Interview with Bob Madill owner of Sheldrake Point winery in the Finger Lakes, NY.
“When we bought this place it had been owned by Si Diamond a local farmer. And it was essentially an abandoned dairy farm. There were no grapes. Hosmer to the North of us was close and so was Lucas. But in this area, there was no history of growing grapes in this wonderful pocket of farm land here at Sheldrake Point.
Sheldrake Point has some excellent soils. They are gravely loam soils over shale. And that combination tends to give rise to very racy, medium bodied, fresh wines that often have a citrus, lime character, a bit of slate. And when I presented these wines in Germany to German producers and explained our growing circumstances they understand completely and identify with the character in the wine and the place that it is grown.
What makes Sheldrake so special is this little microclimate sticking out into the lake. We have a very protected area here and we have a definite expression in our Riesling, the dry Riesling in particular.

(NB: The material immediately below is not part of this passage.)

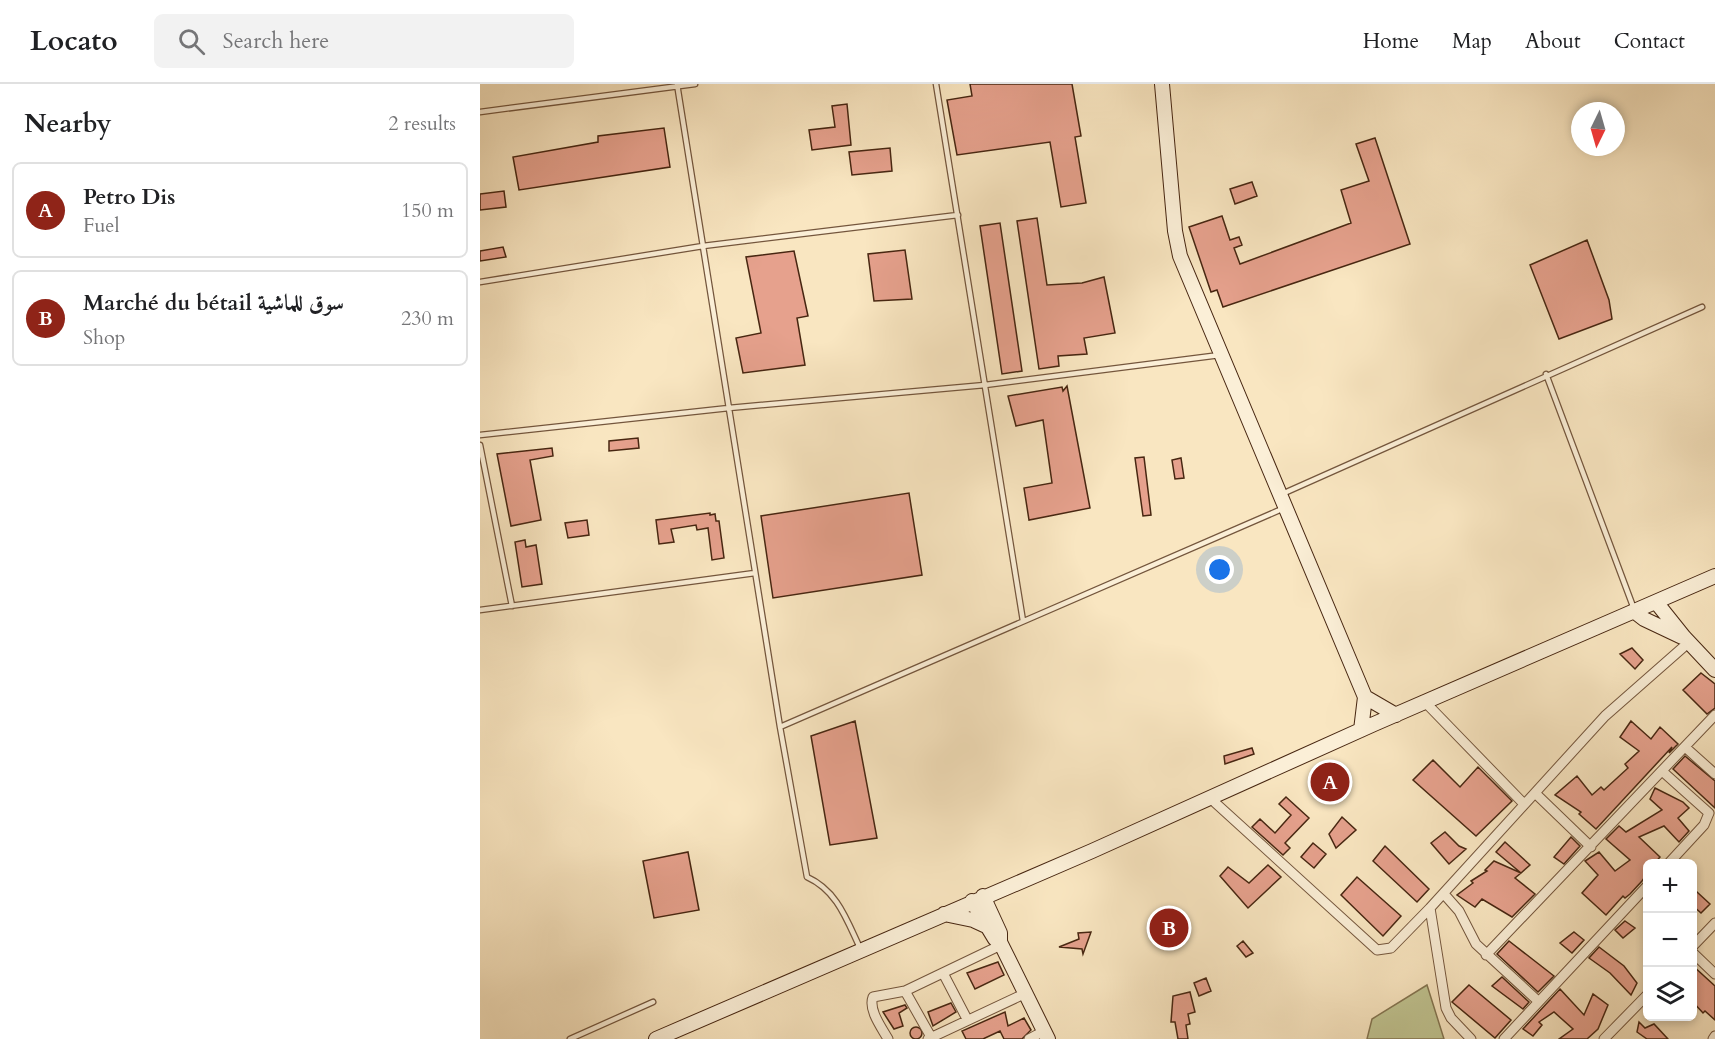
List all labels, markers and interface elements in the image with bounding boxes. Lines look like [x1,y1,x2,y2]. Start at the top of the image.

The Finger Lakes is really quite interesting because it is a small region. There are 118 wineries here now. There may have been half that when we started in '97. The one thing to remember is just to the North of us is Lake Ontario. Lake Ontario is a huge body of water that essentially shelters this region from the proverbial arctic cold from Canada and then with these long glaciated Finger Lakes, that are very narrow but very, very deep and quite long, we have these microclimates that provide the shelter and sustenance in terms of the climate for vineyards to be planted on East and West facing slopes going North and South on these lakes.
The glaciated soils are such that they give to phenomenal capability in Riesling. Great fruit expression, great slatey minerality and an identity unique within North America.”